GenericOperations contains all the commonalities with each instrument having their own overridden implementations, like GiftVoucherOperations, WalletOperations, etc.

Resilience policies

To make the APIs performant, I introduced the following:

  • Reasonable timeouts if aggregator APIs are taking too long to respond.

  • Parallel calls to aggregators for tokenized cards along with other internal service calls.

  • Circuit breaking to exclude non-essential and underperforming payment instruments.

Refactor of Listing service

  • This service combines data from Core and Offer services.

  • It computes the rank and sorts the instruments accordingly.

  • It excludes instruments with low success rates.

  • It has retries and timeouts to optimise calls which serve millions of our customers daily.

  • For the ease of testing, I shared post-response scripts to check the rank values with our Quality Assurance team.

Results

  • Our AB experiments validated that it led to .02% increase in conversions.

  • The response times to frontend reduced by 10%.

Conclusion

Navigating the complexities of modern software development requires a deep understanding of both emerging and foundational principles.

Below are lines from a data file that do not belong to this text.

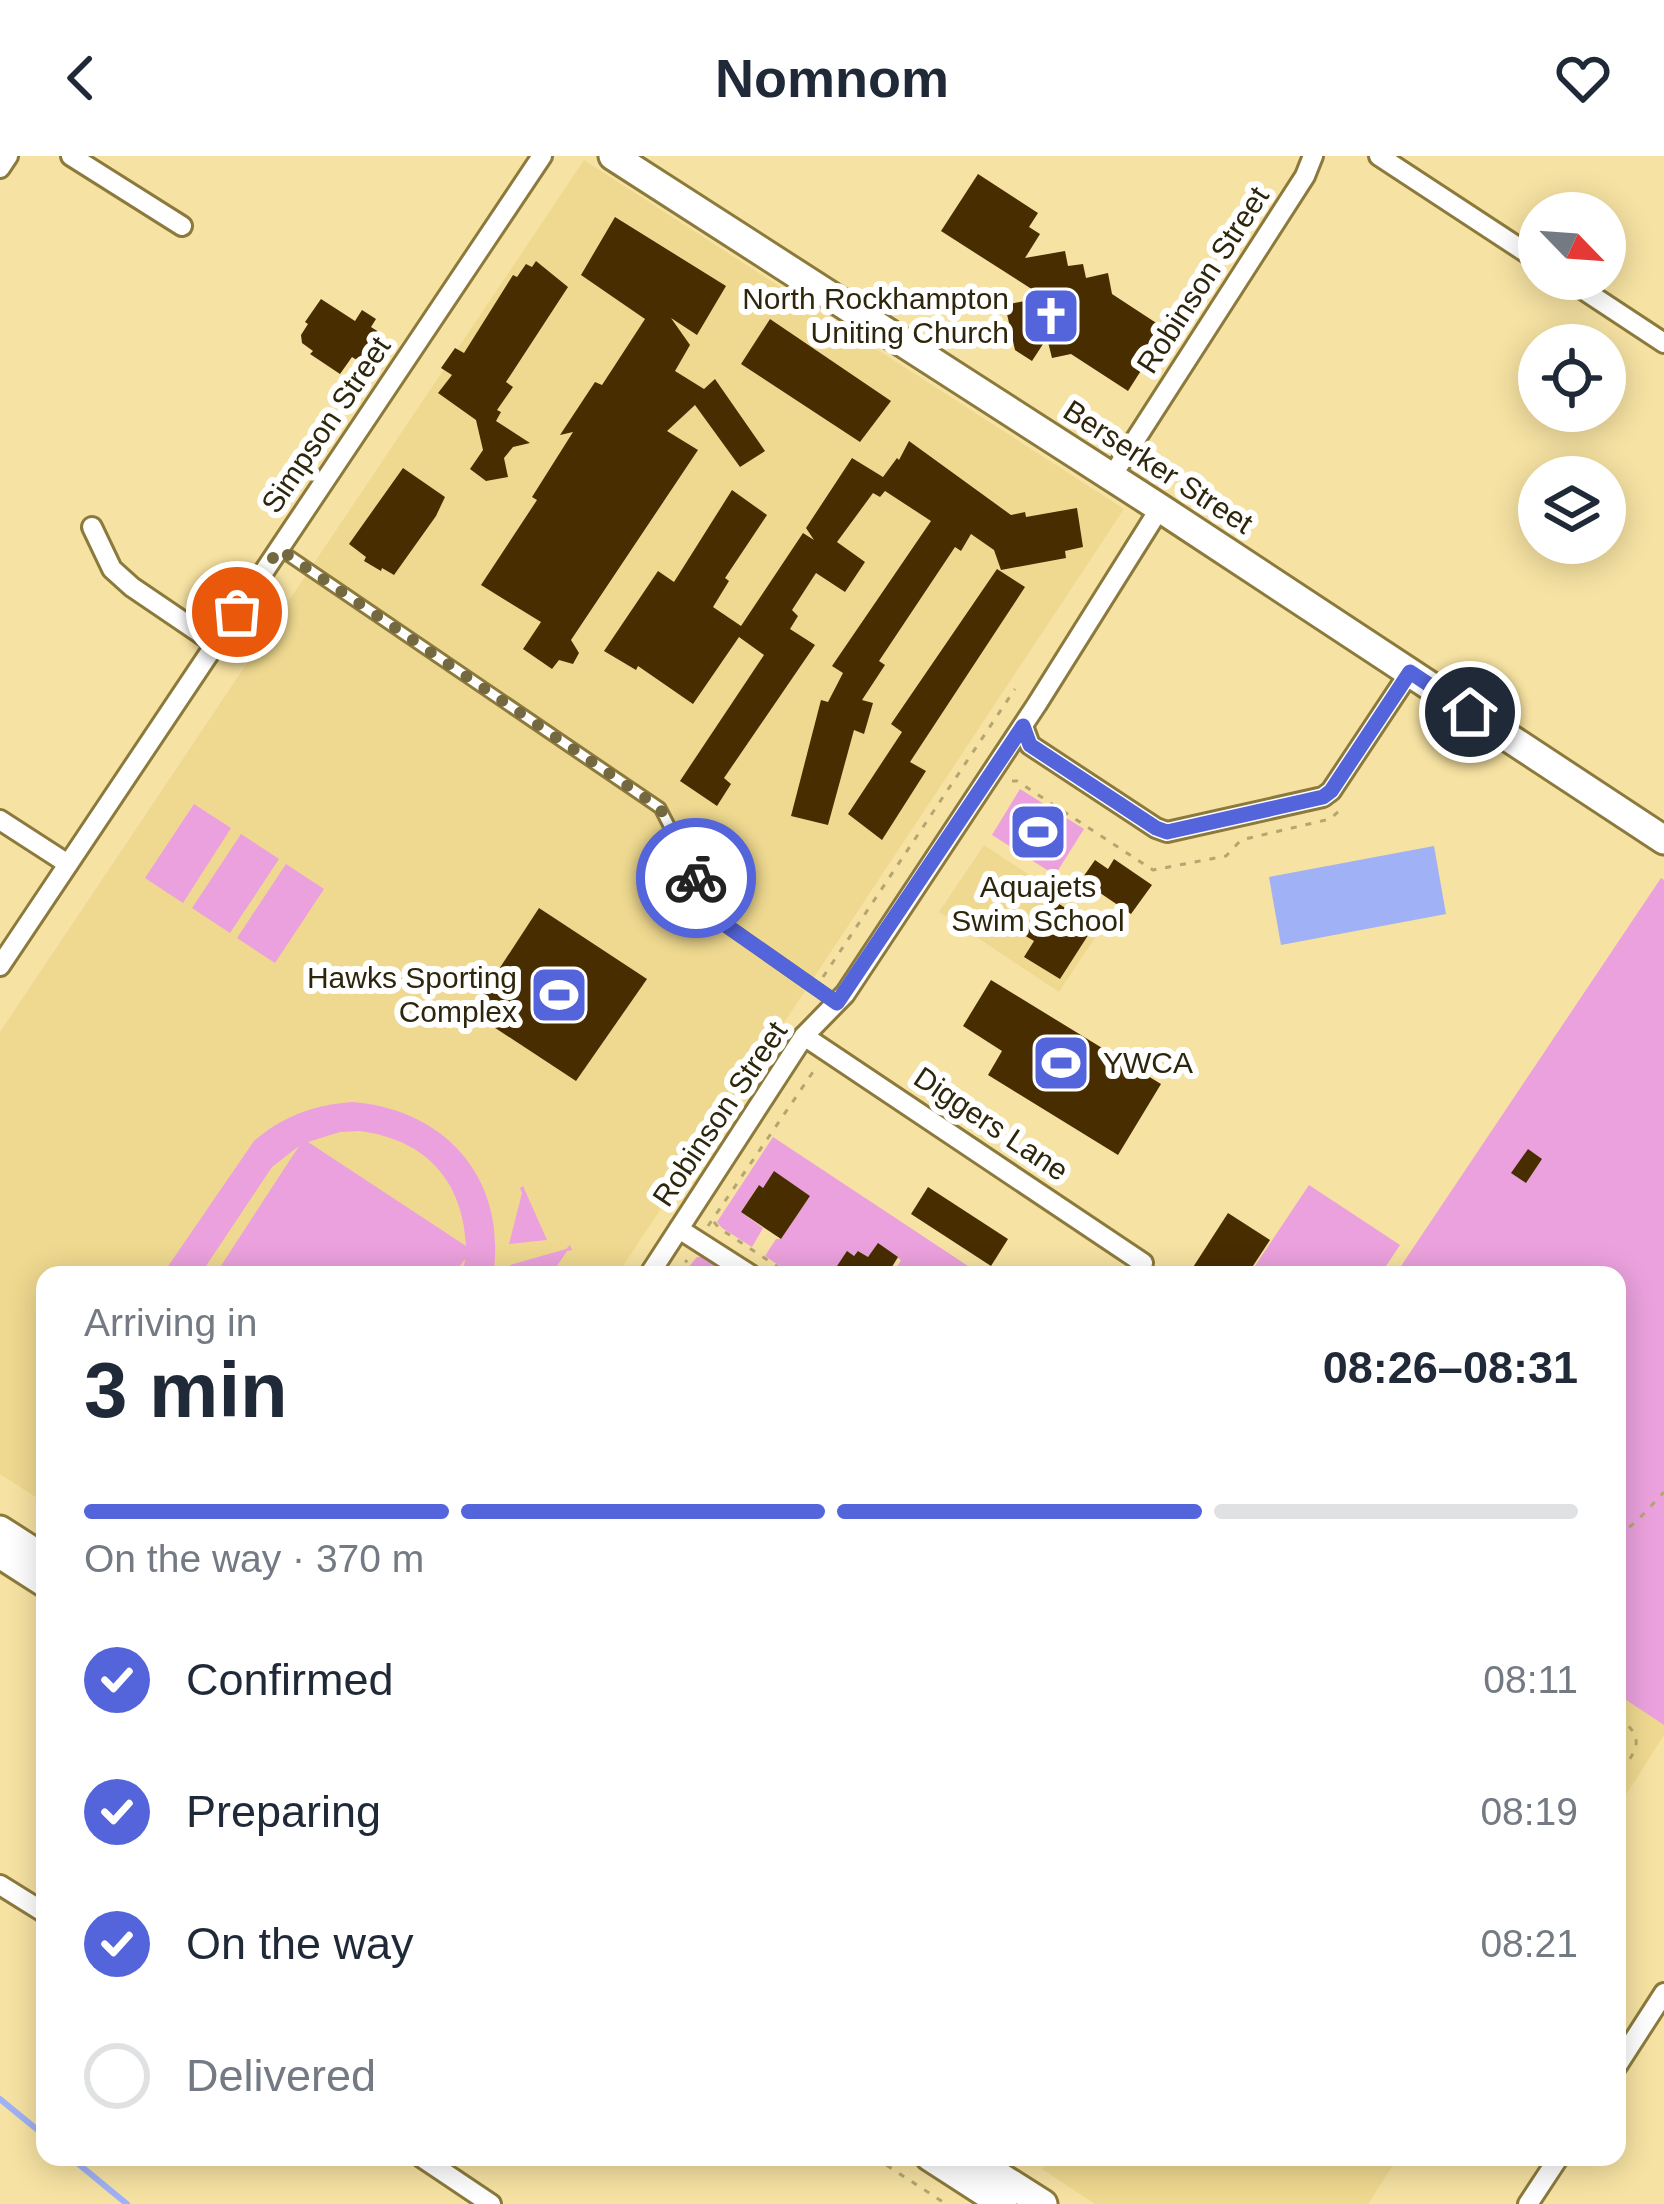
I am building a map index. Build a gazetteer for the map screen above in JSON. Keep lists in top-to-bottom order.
{
  "streets": {
    "street": [
      "Robinson Street",
      "Simpson Street",
      "Berserker Street",
      "Diggers Lane"
    ]
  },
  "crossings": [
    ["Robinson Street", "Berserker Street"],
    ["Robinson Street", "Diggers Lane"]
  ],
  "places": {
    "church": ["North Rockhampton Uniting Church"],
    "sports": ["Aquajets Swim School", "Hawks Sporting Complex", "YWCA"]
  },
  "north": "bottom right",
  "page": {
    "header": "Nomnom",
    "heading": ["3 min", "Arriving in", "08:26–08:31"],
    "bar": "On the way · 370 m",
    "list": [
      ["Confirmed", "08:11"],
      ["Preparing", "08:19"],
      ["On the way", "08:21"],
      "Delivered"
    ]
  }
}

Microservices, with their promise of scalability and flexibility, are transforming how we build and deploy applications. However, integrating them into a legacy codebase presents challenges that demand careful planning and execution. Undoubtedly, microservices have met our objective but some downsides include network congestion, slightly increased computing costs and troubleshooting complexity.

Thank you for reading, and we strive to continue pushing the boundaries of what is possible!